Collected data entries
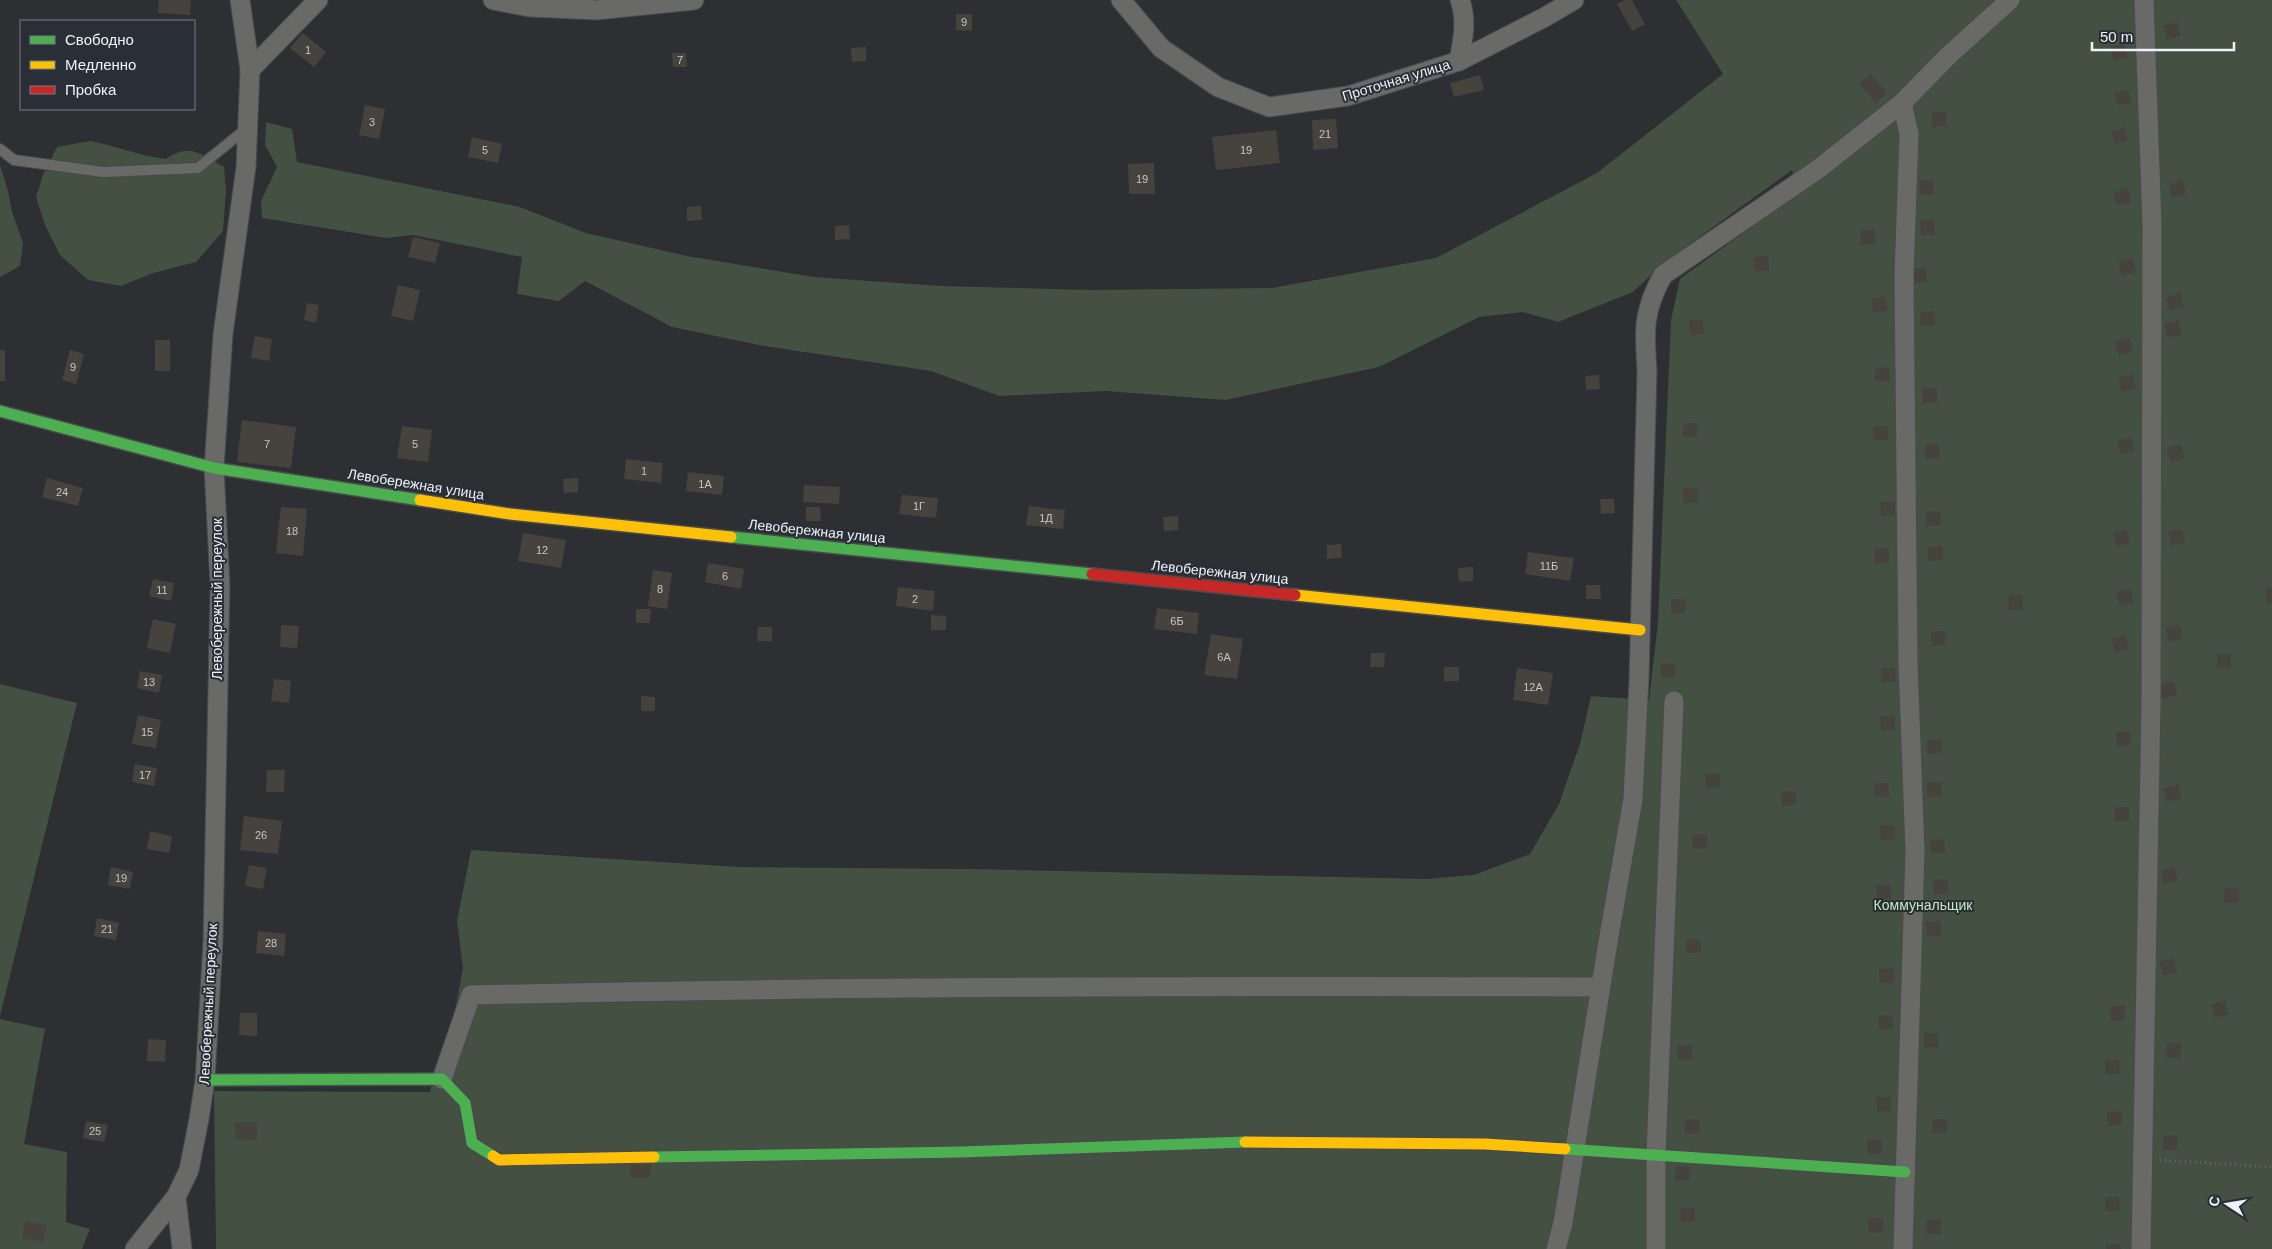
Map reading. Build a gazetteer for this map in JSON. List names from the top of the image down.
{
  "streets": {
    "street": ["Проточная улица", "Левобережная улица", "Левобережный переулок"]
  },
  "crossings": [
    ["Левобережная улица", "Левобережный переулок"]
  ],
  "parks": ["Коммунальщик"],
  "house_numbers": [
    "9",
    "1",
    "7",
    "3",
    "21",
    "5",
    "19",
    "19",
    "9",
    "7",
    "5",
    "1",
    "1А",
    "24",
    "1Г",
    "1Д",
    "18",
    "12",
    "11Б",
    "6",
    "8",
    "11",
    "2",
    "6Б",
    "6А",
    "13",
    "12А",
    "15",
    "17",
    "26",
    "19",
    "21",
    "28",
    "25"
  ],
  "legend": ["Свободно", "Медленно", "Пробка"],
  "scale_bar": "50 m",
  "north": "left"
}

### Work request
Output each entry shown above exactly as it stands, with all pictures removed.

### Expected answer
Map reading. Build a gazetteer for this map in JSON. List names from the top of the image down.
{
  "streets": {
    "street": ["Проточная улица", "Левобережная улица", "Левобережный переулок"]
  },
  "crossings": [
    ["Левобережная улица", "Левобережный переулок"]
  ],
  "parks": ["Коммунальщик"],
  "house_numbers": [
    "9",
    "1",
    "7",
    "3",
    "21",
    "5",
    "19",
    "19",
    "9",
    "7",
    "5",
    "1",
    "1А",
    "24",
    "1Г",
    "1Д",
    "18",
    "12",
    "11Б",
    "6",
    "8",
    "11",
    "2",
    "6Б",
    "6А",
    "13",
    "12А",
    "15",
    "17",
    "26",
    "19",
    "21",
    "28",
    "25"
  ],
  "legend": ["Свободно", "Медленно", "Пробка"],
  "scale_bar": "50 m",
  "north": "left"
}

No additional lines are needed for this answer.